Differences between Nihonshu, Awamori, and Shochu Explained
Sake/ Nihonshu (日本酒)
Many people might have thought that sake (酒) is a specific kind of Japanese rice wine, but in the Japanese language, “sake” de facto refers to all kinds of alcoholic drinks. The “sake” that we originally know is actually called “nihonshu (日本酒)” in Japanese, which is one of the most representative alcoholic drinks of Japan.
The average alcohol percentage of nihonshu is approximately 15%. Nihonshu is a fermented rice wine made from Japanese rice. Basically, fermented wine has a lower percentage of alcohol.

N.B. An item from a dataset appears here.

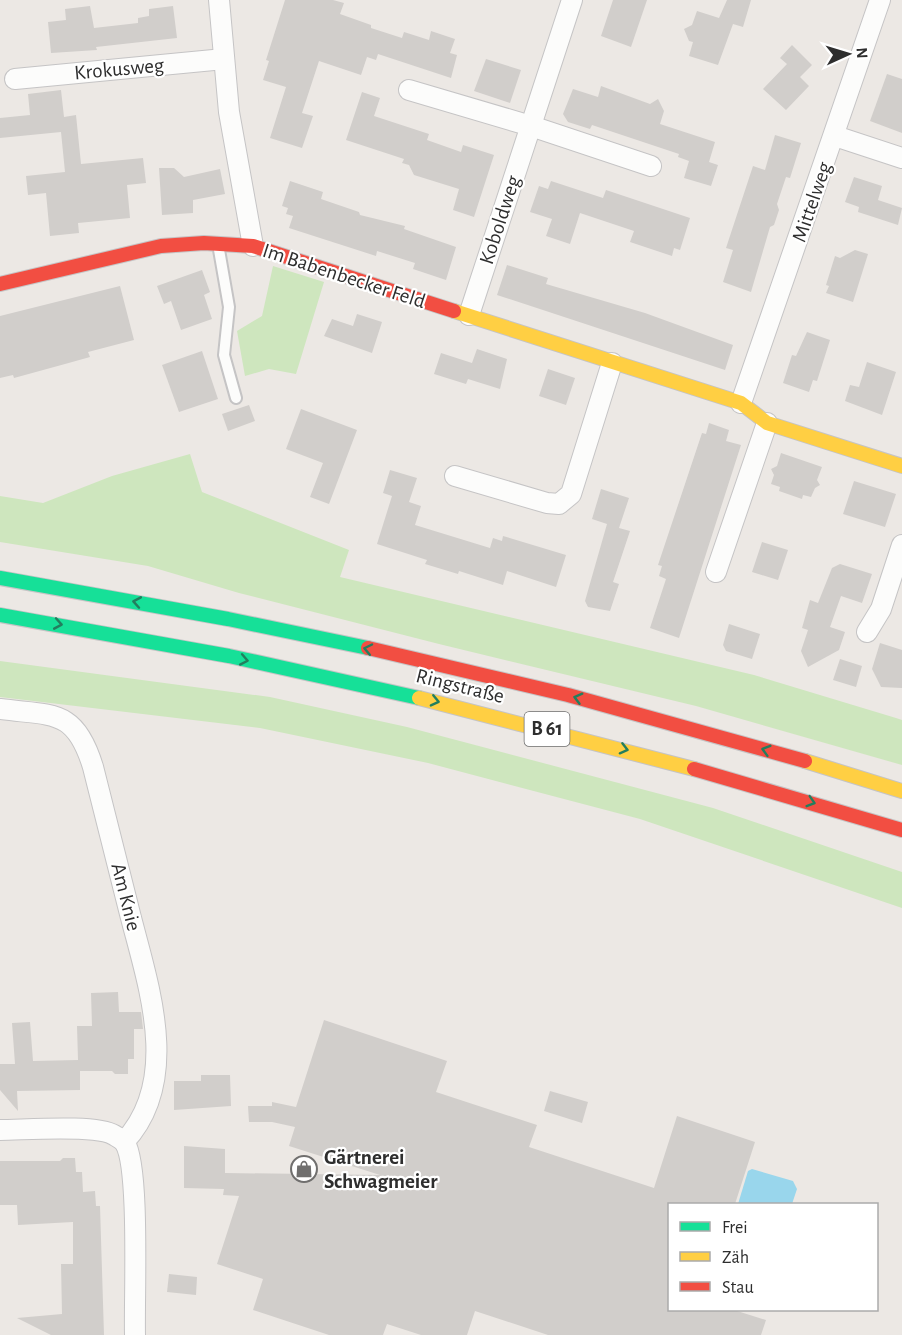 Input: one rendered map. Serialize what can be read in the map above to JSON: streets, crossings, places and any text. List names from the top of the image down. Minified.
{"streets":{"main road":["Im Babenbecker Feld","Ringstraße","B 61"],"street":["Krokusweg","Mittelweg","Koboldweg","Am Knie"]},"crossings":[["Mittelweg","Im Babenbecker Feld"],["Koboldweg","Im Babenbecker Feld"]],"places":{"shop":["Gärtnerei Schwagmeier"]},"legend":["Frei","Zäh","Stau"],"north":"right"}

And if fermented wine goes through the process of distillation, it will turn into liquor, which has a higher percentage of alcohol. Shōchū and awamori, both of which are going to be introduced later, belong to liquor.

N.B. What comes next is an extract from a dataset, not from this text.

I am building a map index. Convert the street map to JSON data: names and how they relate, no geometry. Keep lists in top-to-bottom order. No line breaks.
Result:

With Japanese rice as the main ingredient, nihonshu is not only suitable for drinking, but also for cooking. Nihonshu also has a wide range of serving temperatures. The flavor differs when served cold or hot. With its low percentage of alcohol and various degrees of rice fragrance, nihonshu is a nice choice for those who’d like to try sake for the first time!

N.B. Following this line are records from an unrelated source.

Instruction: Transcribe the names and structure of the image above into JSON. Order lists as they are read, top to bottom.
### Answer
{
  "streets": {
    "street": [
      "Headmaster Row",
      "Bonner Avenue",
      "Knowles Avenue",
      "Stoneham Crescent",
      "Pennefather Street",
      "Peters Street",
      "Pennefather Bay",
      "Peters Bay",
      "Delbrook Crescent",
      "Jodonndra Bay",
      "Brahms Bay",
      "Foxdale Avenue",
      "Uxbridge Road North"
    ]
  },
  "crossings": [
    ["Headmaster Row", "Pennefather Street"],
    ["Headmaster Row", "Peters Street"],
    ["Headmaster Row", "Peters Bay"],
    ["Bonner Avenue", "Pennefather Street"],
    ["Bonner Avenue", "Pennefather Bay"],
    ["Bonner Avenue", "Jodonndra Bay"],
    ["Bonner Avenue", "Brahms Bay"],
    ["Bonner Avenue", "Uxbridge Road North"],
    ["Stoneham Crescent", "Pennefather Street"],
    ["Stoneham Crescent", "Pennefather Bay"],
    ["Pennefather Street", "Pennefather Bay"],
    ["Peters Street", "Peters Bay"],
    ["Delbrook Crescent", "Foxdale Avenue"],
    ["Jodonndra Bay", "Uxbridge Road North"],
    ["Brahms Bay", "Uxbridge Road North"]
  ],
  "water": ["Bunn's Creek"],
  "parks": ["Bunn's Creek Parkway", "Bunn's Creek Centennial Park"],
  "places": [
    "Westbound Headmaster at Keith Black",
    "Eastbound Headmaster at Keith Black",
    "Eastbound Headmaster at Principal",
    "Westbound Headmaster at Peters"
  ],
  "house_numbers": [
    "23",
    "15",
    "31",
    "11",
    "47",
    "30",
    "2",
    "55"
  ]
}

For those with years of experience in drinking, if nihonshu, which is less intense, is already unable to satisfy you, you can try shōchū, which has a stronger flavor! From its kanji “焼 (shō)” you can learn that shōchū tastes tingly; and “酎 (chū)” means that the rice wine was treated twice.
Shōchū belongs to liquor and is divided into korui shōchū (焼酎甲類) and otsurui shōchū (焼酎乙類). The former has lower than 36% of alcohol by volume after multiple times of distillation and dilution procedures; Otsurui shōchū has only gone through the distillation procedure once. After dilution, the percentage of alcohol is lower than 45%. Otsurui shōchū preserves a stronger flavor of ingredients compared to korui shōchū. The widely known “honkaku shōchū (本格焼酎)” refers to otsurui shōchū.
Besides rice, any food that is high in starch can be an ingredient of shōchū. The common ingredients include barley, sweet potato, buckwheat, and so on. The main three shōchū regions, Kagoshima Prefecture, Iki Island in Nagasaki Prefecture, and Kuma in Kumamoto Prefecture are respectively known for imo- shōchū (芋焼酎), mugi-shōchū (麦焼酎), and kome-shōchū (米焼酎). One thing you need to notice is that “芋 (imo)” in Japanese doesn't refer to taro but sweet potato, so there’s nothing wrong if you can’t taste taro when drinking imo- shōchū.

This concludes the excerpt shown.